● Work instruction:
Your task is to copy every line of the records below that contains "Math".

● Supplied material:

........

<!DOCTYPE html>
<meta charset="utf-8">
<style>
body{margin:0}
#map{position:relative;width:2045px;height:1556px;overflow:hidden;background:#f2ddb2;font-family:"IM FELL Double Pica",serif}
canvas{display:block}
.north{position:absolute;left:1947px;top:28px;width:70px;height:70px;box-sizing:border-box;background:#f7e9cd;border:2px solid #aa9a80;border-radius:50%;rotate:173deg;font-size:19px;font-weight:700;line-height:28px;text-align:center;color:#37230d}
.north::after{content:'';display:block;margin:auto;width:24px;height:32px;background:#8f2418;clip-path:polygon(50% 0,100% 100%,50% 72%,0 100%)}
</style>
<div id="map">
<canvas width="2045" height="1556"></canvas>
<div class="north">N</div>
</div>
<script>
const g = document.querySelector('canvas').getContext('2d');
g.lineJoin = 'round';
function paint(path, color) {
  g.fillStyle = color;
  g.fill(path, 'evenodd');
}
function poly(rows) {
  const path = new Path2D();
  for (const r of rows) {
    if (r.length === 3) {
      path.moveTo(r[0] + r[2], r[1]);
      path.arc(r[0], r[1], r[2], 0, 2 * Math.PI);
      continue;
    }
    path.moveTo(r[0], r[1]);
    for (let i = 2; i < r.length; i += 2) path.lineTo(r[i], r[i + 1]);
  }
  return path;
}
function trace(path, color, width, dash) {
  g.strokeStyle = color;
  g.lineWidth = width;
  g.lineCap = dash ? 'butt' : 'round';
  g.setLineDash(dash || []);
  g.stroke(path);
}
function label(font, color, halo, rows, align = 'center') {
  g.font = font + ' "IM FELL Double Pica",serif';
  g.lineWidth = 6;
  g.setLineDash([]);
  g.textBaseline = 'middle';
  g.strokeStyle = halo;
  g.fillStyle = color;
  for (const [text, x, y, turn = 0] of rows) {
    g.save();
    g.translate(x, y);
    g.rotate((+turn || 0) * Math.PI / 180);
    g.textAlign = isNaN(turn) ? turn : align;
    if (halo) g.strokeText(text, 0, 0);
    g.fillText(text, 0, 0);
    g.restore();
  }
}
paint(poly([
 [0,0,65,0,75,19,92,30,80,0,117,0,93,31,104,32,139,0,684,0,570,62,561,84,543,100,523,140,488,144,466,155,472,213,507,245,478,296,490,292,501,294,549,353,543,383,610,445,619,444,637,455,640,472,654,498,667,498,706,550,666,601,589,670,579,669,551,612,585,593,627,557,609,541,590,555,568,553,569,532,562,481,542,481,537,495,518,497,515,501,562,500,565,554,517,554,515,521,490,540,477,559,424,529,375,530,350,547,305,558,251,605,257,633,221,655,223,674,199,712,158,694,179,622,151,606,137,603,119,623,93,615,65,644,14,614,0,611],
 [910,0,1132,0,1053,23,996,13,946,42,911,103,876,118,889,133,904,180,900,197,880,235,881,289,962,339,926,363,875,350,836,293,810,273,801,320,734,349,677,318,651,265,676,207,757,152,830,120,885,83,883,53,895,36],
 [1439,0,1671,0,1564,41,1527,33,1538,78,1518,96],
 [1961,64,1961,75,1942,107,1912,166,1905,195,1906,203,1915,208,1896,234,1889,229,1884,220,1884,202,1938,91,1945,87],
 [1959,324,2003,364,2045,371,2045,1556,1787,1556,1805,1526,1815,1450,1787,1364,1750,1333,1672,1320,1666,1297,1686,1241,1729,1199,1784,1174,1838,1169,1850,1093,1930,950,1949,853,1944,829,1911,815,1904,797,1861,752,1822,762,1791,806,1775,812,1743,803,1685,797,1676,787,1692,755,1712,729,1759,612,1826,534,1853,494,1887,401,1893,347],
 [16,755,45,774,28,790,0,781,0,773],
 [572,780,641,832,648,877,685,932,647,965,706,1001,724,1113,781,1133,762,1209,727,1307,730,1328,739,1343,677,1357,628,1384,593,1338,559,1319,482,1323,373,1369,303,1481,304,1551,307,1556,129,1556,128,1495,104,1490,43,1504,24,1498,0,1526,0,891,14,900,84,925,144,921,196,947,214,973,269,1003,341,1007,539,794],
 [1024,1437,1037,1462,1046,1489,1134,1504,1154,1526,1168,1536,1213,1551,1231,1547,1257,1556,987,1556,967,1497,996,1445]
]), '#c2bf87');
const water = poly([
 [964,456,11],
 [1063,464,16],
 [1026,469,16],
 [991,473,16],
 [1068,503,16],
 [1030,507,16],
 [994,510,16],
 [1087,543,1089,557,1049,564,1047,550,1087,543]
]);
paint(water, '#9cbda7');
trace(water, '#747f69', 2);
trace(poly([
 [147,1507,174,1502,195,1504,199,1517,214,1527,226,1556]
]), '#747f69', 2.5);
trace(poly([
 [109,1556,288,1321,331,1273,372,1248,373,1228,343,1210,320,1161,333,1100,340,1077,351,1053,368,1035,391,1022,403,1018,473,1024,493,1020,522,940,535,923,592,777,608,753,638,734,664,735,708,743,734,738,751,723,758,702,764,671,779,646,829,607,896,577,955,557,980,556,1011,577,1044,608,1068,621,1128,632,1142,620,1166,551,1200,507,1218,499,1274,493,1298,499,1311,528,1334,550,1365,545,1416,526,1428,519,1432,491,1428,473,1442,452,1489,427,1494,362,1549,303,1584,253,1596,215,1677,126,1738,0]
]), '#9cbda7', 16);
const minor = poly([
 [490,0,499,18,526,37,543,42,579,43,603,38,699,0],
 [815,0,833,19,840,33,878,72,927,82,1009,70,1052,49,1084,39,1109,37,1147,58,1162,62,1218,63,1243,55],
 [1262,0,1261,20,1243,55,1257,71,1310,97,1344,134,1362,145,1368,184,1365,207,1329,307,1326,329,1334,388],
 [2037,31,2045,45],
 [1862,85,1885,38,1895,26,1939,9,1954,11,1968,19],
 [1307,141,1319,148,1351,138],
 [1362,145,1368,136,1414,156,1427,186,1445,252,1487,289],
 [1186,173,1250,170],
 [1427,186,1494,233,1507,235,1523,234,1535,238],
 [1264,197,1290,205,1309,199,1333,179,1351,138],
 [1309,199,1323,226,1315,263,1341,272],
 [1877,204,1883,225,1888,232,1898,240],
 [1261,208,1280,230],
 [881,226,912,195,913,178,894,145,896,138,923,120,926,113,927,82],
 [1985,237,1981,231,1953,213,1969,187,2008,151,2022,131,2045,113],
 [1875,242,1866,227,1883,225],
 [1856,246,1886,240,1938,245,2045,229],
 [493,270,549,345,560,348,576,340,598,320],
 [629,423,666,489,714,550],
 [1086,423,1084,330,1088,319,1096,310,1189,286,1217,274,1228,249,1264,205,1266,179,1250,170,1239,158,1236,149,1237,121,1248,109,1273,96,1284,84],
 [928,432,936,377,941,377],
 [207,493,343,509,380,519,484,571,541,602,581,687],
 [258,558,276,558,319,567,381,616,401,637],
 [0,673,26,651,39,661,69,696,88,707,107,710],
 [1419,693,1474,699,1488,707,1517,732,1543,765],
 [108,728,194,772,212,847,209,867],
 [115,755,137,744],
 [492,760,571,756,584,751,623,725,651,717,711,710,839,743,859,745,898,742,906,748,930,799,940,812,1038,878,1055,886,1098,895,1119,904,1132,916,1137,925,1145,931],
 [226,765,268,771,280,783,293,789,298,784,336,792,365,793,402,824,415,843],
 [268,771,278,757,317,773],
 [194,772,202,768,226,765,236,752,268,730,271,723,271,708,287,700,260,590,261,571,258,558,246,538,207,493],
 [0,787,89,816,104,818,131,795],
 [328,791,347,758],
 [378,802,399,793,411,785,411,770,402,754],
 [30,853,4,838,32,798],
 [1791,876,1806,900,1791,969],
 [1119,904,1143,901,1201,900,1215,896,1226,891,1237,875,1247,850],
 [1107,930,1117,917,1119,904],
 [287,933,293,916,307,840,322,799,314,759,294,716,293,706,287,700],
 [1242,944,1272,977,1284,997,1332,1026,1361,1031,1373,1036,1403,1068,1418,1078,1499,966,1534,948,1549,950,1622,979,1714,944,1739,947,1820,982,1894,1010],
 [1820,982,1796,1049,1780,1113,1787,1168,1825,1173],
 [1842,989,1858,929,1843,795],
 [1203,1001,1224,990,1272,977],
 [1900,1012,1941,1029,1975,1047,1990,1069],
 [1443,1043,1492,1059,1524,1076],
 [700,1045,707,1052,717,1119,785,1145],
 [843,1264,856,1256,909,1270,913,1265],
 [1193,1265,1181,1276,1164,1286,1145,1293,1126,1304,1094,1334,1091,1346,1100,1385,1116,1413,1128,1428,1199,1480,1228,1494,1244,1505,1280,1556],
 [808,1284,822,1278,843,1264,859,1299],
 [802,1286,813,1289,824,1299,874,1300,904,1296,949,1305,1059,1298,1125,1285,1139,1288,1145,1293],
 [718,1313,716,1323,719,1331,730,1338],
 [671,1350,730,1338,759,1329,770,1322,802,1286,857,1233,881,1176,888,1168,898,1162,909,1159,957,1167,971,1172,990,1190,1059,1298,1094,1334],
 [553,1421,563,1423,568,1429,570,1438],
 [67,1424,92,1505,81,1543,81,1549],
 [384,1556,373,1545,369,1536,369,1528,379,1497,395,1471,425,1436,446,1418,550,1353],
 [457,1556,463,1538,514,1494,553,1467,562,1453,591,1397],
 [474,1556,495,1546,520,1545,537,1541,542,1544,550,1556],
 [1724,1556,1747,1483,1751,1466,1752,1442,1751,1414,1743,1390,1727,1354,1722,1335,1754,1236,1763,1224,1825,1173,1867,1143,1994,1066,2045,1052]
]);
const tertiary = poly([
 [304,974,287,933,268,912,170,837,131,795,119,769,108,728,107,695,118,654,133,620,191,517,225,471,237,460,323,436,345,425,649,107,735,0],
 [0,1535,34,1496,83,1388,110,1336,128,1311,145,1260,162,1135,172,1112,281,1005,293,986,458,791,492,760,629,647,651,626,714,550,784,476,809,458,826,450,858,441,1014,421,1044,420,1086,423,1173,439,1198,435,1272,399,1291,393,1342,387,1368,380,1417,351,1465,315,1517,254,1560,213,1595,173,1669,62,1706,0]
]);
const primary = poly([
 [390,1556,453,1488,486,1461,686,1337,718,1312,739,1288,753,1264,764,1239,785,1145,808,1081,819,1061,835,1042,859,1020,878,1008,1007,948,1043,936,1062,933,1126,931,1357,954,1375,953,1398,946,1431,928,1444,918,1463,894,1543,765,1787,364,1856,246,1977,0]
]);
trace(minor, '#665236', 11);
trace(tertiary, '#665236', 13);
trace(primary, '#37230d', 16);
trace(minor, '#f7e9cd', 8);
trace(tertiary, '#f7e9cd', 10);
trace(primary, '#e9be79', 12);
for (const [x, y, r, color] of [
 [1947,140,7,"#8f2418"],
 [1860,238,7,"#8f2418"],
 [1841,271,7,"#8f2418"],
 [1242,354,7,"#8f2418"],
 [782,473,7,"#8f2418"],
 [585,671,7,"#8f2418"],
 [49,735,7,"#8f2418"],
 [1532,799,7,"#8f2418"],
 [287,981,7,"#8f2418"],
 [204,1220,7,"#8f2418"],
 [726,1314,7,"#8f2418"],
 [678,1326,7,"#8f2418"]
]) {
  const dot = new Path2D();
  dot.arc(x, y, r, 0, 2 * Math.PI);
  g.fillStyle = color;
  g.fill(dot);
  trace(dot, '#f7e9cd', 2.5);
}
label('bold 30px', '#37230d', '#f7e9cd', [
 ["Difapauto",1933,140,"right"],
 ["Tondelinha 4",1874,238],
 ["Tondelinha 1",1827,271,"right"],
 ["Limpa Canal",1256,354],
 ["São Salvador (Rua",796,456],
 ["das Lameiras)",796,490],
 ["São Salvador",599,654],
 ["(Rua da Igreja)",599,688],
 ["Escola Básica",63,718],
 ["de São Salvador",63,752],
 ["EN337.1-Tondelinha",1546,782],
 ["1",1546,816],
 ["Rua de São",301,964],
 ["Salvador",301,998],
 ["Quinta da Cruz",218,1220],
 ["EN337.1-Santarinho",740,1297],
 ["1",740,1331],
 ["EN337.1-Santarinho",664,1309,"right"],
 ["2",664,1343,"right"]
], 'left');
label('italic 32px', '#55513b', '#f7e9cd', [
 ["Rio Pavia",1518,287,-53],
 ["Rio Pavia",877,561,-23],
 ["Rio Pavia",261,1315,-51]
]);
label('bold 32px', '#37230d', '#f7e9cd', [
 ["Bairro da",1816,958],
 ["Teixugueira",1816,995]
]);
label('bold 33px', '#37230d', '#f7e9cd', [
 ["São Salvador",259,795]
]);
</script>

........

● Response area:
      path.arc(r[0], r[1], r[2], 0, 2 * Math.PI);
    g.rotate((+turn || 0) * Math.PI / 180);
  dot.arc(x, y, r, 0, 2 * Math.PI);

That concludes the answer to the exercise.